While The New York Times article focused on foreigners seeking medical services here, we also must acknowledge that a certain segment of our own society seeks medical treatment overseas. Indeed, globalization has altered many industries, including the medical profession. Foreign hospitals market to American patients, such as those seeking stem cell treatments that are otherwise unavailable in the United States, or those seeking low cost treatment for more common maladies. For those without insurance and are cost conscious, a USAID report—Market Demand Assessment and Marketing Strategy for Medical Tourism—compares the costs between various elective surgery procedures in the United States and different foreign locales. For the uninsured, seeking a heart bypass from Anadolu Medical Center in Turkey or a hip replacement from Apollo Hospitals in Bangalore may be an attractive (or only affordable) option. Before we restrict or regulate access to medical services by foreign nationals, we should fully study how the impact of such limits may affect our own access to medical services both domestically and abroad.
Freedom Babies are God’s Gifts from Afar
Surprisingly, The Times did not fully explore the reasons why “well-to-do Chinese women” may be delivering their babies in the United States. Their immigration experts surmised that these mothers were interested in securing US citizenship for their newborn children. Since we are both offering unsupported speculation, I would offer my theory. Well-to-do Chinese women have the financial means and ability to escape from China’s draconian one-child policy. If anyone is opposed to that policy, which can involve forced sterilization and abortion, supporting the ability of women from China to deliver their freedom babies in the United States is one way to highlight the difference between the values of our society and theirs. If we restrict the right of women to deliver their babies in the United States, we may well be complicit in sending them to their deaths.

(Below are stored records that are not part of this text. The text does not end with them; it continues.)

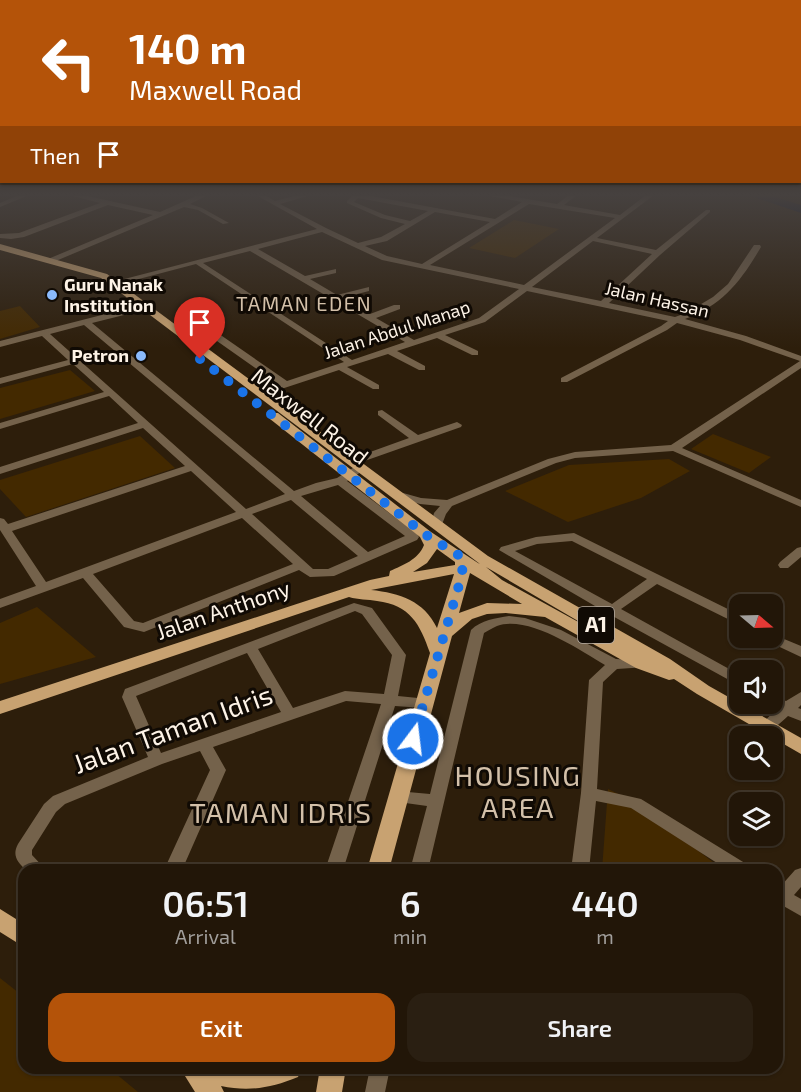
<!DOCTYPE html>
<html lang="en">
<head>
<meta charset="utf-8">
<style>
	body { margin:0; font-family:"Exo 2",sans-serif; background:#2a1f12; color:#f1f3f6; height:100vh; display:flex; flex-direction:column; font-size:22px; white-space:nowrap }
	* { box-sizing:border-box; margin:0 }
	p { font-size:20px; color:#a29f9c }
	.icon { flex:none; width:33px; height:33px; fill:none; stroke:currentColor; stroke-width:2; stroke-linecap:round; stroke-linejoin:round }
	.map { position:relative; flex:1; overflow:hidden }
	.sheet { position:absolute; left:18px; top:864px; width:765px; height:210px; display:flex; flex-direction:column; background:#221608; border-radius:18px; box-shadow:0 2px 4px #0004,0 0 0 2px #3f3529 }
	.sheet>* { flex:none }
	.hud { position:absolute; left:0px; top:0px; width:801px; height:183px; box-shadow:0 2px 4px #0004,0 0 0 2px #3f3529; background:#b45309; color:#fff; overflow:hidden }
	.needle { width:39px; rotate:109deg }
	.fabs { position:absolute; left:729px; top:594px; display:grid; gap:12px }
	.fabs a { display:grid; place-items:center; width:54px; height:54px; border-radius:12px; background:#221608; box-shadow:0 2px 4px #0004,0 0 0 2px #3f3529; font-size:30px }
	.pin { position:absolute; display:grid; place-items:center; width:51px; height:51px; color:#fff; margin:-62px -26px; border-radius:50% 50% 50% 0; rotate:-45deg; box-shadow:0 0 6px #0007 }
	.pin .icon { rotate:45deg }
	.me { position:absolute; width:66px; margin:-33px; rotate:15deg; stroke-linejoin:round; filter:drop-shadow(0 0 4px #0008) }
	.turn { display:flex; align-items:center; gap:21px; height:126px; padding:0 30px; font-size:27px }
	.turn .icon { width:78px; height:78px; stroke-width:2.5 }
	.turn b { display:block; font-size:42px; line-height:51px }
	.then { display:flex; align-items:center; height:57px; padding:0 30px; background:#0003; gap:12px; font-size:22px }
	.eta { display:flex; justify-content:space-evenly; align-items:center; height:102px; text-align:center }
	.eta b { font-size:36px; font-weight:600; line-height:42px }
	.button { display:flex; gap:12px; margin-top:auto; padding:12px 30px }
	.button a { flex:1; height:69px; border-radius:18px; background:#b45309; color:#fff; font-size:24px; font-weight:600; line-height:69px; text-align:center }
	.button a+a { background:#2a1f12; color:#f1f3f6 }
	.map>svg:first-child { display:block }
	.green { fill:#432900 }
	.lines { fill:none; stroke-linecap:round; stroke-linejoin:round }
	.river { fill:#000c2e; fill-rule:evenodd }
	.minor { fill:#74624b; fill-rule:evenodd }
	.major { fill:#c8a271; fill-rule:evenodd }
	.route { stroke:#1a73e8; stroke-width:10; stroke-dasharray:0 18 }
	.poi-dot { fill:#8abafc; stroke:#100a04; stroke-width:2 }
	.labels { text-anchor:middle; stroke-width:6; stroke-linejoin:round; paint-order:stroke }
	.far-poi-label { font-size:18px; font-weight:bold; fill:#fdf3e7; stroke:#100a04; text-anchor:start }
	.far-street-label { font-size:18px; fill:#fdf3e7; stroke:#100a04 }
	.far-neighbourhood-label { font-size:20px; letter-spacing:1.5px; fill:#d3c0a9; stroke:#100a04 }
	.shield { fill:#100a04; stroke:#b6ada3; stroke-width:1.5 }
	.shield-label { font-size:21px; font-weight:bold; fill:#fdf3e7 }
	.street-label { font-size:22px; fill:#fdf3e7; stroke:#100a04 }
	.near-street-label { font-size:27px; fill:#fdf3e7; stroke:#100a04 }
	.near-neighbourhood-label { font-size:28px; letter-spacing:1.5px; fill:#d3c0a9; stroke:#100a04 }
</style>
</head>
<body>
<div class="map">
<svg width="801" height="1092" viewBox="0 0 801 1092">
	<rect width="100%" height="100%" fill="#2d1e0b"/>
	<path class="green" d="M 514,220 L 559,229 L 515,258 L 469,248 Z
		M 20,306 L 40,327 L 0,339 L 0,311 Z
		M 70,370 L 95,391 L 0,419 L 0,388 Z
		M 713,434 L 771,457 L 749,473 L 691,449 Z
		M 140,436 L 175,468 L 26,517 L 0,489 L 0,480 Z
		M 669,459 L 690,471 L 641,498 L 568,522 L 505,491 L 569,465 Z
		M 37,607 L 96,657 L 0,684 L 0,623 Z
		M 608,789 L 637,803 L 723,870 L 602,870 Z
		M 0,978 L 24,997 L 24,1068 L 109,1068 L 138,1092 L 0,1092 Z"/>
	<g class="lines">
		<path class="river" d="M 748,195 L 769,195 L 801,205 L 801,213 Z"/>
		<path class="minor" d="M 19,195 L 29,195 L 0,207 L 0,203 Z
			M 69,195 L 83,195 L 160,212 L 198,195 L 208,195 L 190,204 L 202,208 L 229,223 L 223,224 L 198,210 L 184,207 L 51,263 L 48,263 L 48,259 L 153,215 L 108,205 L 24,237 L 11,239 L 0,238 L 0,234 L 19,233 L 100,203 Z
			M 256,195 L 265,195 L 275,201 L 298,195 L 311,195 L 280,204 L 326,228 L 358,243 L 381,237 L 405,224 L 381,218 L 347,203 L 347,201 L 351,197 L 350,195 L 366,195 L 495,219 L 522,202 L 485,195 L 503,195 L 557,204 L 569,195 L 577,195 L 564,205 L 620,215 L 646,195 L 654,195 L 597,238 L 656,250 L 706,210 L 710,210 L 710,212 L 660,255 L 609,303 L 675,317 L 686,313 L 713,297 L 728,284 L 754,245 L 760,245 L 761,247 C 741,281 723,305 685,319 L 746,336 L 801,356 L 801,368 L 682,448 L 801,500 L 801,507 L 673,451 L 575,458 L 556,463 L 452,506 L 446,514 L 441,527 L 433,527 L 431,525 L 434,513 L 440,506 L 420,504 L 392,496 L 390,494 L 392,492 L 396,491 L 421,498 L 447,500 L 548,459 L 575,452 L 671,445 L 800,361 L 740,340 L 677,323 L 667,330 L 567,382 L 561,382 L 561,378 L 661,326 L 668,321 L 527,291 L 485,322 L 445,335 L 478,351 L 478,355 L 472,355 L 437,338 L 397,351 L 425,366 L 425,370 L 419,370 L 388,354 L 347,367 L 379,385 L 379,389 L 373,389 L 339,370 L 263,395 L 257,395 L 257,391 L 278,384 L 180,315 L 180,311 L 186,311 L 287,381 L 344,362 L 196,264 L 135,280 L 149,292 L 145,294 L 127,282 L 113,285 L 109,283 L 317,229 ZM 358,198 L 428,211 L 410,221 L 385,215 L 354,202 ZM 529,204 L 615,218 L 524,285 L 430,265 ZM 435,212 L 490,222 L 422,264 L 387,256 L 365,246 L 387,241 ZM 322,232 L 382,260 L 519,289 L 479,318 L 414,340 L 376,318 L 400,309 L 400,305 L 394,305 L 370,314 L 342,298 L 369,291 L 369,287 L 337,295 L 310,279 L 336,273 L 336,269 L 305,276 L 258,249 ZM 593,241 L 652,254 L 601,301 L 532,287 ZM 250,251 L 405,342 L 352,360 L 203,263 Z
			M 133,307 L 136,308 L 136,312 L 92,323 L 294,491 L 316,483 L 337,478 L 356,466 L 364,466 L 365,468 L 364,470 L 347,481 L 417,534 L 419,537 L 417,540 L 334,576 L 310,577 L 299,570 L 144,632 L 124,627 L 83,578 L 0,608 L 0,599 L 36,586 L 0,530 L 0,518 L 4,519 L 8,524 L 185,466 L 143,428 L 0,474 L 0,467 L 138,423 L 109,396 L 0,429 L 0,423 L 104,392 L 73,364 L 0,384 L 0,378 L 68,360 L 42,336 L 0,347 L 0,341 ZM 84,325 L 285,494 L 246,509 L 50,334 ZM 191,471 L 236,512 L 46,582 L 12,531 ZM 338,485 L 405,536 L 368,552 L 301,496 ZM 291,500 L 358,556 L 328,569 L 313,569 L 252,514 ZM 242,518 L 293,564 L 143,623 L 134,621 L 93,574 Z
			M 382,410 L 418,435 L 457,422 L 462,425 L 461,427 L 356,464 L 348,464 L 347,462 L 348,460 L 409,438 L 378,415 L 378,411 Z
			M 574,533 L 740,615 L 740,625 L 657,584 L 621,609 L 740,675 L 740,686 L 607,613 L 499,550 L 501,547 L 536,537 ZM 572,541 L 647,579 L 612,604 L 515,551 L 537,544 Z
			M 801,547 L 801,557 L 788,568 L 780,568 L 778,565 L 780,562 L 797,548 Z
			M 354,603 L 372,608 L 406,655 L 398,696 L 428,699 L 430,703 L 428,707 L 423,708 L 395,706 L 343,870 L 325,870 L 381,704 L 346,701 L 213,747 L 226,770 L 182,870 L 164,870 L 210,770 L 200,751 L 162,764 L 65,804 L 56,812 L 32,850 L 32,855 L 46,870 L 26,870 C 17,862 12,855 18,844 L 44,804 L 53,796 L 148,757 L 122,697 L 125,689 ZM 355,611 L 362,614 L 392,655 L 384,694 L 345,691 L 293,708 L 258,649 ZM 247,653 L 281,712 L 161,753 L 136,696 Z
			M 509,616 L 525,618 L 561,630 L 616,659 L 647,661 L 649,664 L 647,667 L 617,669 L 603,682 L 597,789 L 641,799 L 748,865 L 751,870 L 728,870 L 631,808 L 596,801 L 589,870 L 571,870 L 581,793 L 589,680 L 605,665 C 578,649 528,615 497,626 C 492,628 488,631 484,633 L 428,870 L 410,870 L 427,806 L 391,801 L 389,797 L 391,793 L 397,791 L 430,794 L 471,630 C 481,620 496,618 509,616 Z
			M 772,634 L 801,646 L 801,657 L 767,641 L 766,638 L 772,638 Z
			M 801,692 L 801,705 L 798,708 L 801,709 L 801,721 L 788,716 C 780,723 771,734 760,731 L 758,727 L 777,709 L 767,704 L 772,704 L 772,695 L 786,701 Z
			M 801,868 L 801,887 L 794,895 L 801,899 L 801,916 L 780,904 L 777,904 L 777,886 L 780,887 L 795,870 Z
			M 370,1068 L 390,1068 L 385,1092 L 365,1092 Z"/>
		<path class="major" d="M 0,244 L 107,274 L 488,556 L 670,659 L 709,686 L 801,738 L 801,754 L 697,694 L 674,679 L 669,680 L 636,668 L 545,617 L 506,613 L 487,614 L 472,619 L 452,636 L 389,870 L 367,870 L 430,653 C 420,624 410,605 377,601 C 368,599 358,600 349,597 L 0,714 L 0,701 L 370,580 L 389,576 L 390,571 C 403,565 418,560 424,545 L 420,537 L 270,419 L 268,416 L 270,413 L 278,413 L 431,532 L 478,563 L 480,564 L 101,278 L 0,250 ZM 437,549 L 455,562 L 455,565 L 413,572 L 427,563 ZM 486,567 L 602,635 L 502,580 ZM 470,573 L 522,604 L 487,603 L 459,613 ZM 454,574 L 437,628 C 424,601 400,593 371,590 Z
			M 0,909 L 24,924 L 24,947 L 0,932 Z
			M 180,1068 L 302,1068 L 298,1077 C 271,1088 249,1092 221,1086 L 224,1092 L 195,1092 Z
			M 320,1068 L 346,1068 L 342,1092 L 316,1092 Z"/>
	</g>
	<linearGradient id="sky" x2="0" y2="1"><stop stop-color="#191006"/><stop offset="0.56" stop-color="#46413f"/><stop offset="1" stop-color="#46413f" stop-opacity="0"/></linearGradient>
	<rect width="801" height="348" fill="url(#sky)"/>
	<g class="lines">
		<path class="route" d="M 200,359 L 426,535 L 463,558 L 462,575 L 413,739"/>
	</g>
	<g class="poi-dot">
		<circle cx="52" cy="295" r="6"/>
		<circle cx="141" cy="356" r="6"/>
	</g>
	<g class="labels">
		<g class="far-poi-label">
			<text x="64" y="291">Guru Nanak<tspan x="64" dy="21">Institution</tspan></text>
			<text x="129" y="362" text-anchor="end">Petron</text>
		</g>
		<g class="far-street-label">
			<text transform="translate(657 300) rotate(13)" y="6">Jalan Hassan</text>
			<text transform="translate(397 330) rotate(-18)" y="6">Jalan Abdul Manap</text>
		</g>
		<g class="far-neighbourhood-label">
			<text x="304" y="311">TAMAN EDEN</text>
		</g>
		<rect class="shield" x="578" y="607" width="36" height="36" rx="4.5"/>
		<g class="shield-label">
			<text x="596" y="632">A1</text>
		</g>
		<g class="street-label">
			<text transform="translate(310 416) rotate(38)" y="8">Maxwell Road</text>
			<text transform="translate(223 610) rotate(-19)" y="8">Jalan Anthony</text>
		</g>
		<g class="near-street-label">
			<text transform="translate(173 730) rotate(-20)" y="9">Jalan Taman Idris</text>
		</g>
		<g class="near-neighbourhood-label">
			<text x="518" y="786">HOUSING<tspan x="518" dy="32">AREA</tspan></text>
			<text x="281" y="823">TAMAN IDRIS</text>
		</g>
	</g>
</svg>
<div class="fabs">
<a><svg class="needle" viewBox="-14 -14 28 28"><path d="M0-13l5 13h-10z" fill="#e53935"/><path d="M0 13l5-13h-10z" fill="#a29f9c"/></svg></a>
<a><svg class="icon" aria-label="sound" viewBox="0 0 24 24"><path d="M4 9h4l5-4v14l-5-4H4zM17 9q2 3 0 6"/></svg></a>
<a><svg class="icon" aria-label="search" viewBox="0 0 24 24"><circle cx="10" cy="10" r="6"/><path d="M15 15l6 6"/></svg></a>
<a><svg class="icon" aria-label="layers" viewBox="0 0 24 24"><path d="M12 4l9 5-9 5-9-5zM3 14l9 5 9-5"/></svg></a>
</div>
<div class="pin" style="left:200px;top:359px;background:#d93025"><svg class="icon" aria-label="arrive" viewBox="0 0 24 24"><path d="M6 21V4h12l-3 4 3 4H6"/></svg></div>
<svg class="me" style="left:413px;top:739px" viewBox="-20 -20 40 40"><circle r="17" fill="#1a73e8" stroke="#fff" stroke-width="3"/><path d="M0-11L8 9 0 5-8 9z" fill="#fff"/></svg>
<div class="hud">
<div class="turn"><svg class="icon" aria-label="left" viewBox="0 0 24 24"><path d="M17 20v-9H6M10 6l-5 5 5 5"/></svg><div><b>140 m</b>Maxwell Road</div></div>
<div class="then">Then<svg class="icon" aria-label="arrive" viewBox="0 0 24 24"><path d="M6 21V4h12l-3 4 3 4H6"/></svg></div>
</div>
<section class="sheet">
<div class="eta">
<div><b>06:51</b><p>Arrival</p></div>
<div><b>6</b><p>min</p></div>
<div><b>440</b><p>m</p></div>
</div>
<div class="button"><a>Exit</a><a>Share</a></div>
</section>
</div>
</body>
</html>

A Potentially Taxing Proposition
Back in 2008, the Office of the Director of National Intelligence and the National Intelligence Council published Global Trends 2025: A Transformed World. The report predicted that “by 2025 (when today’s freedom babies turn 14), China will have the world’s second largest economy and will be a leading military power.” I, for one, will welcome our fellow citizens in China with open arms because income from abroad is taxable, and their income, whether derived in the United States, China or another nation, will be helping us pay down our national debt. That’s the benefit of U.S. citizenship–you get to foot your part of the bill. I do wonder whether these well-to-do parents are consulting the appropriate tax attorneys to fully plan the tax implications of junior being a United States citizen.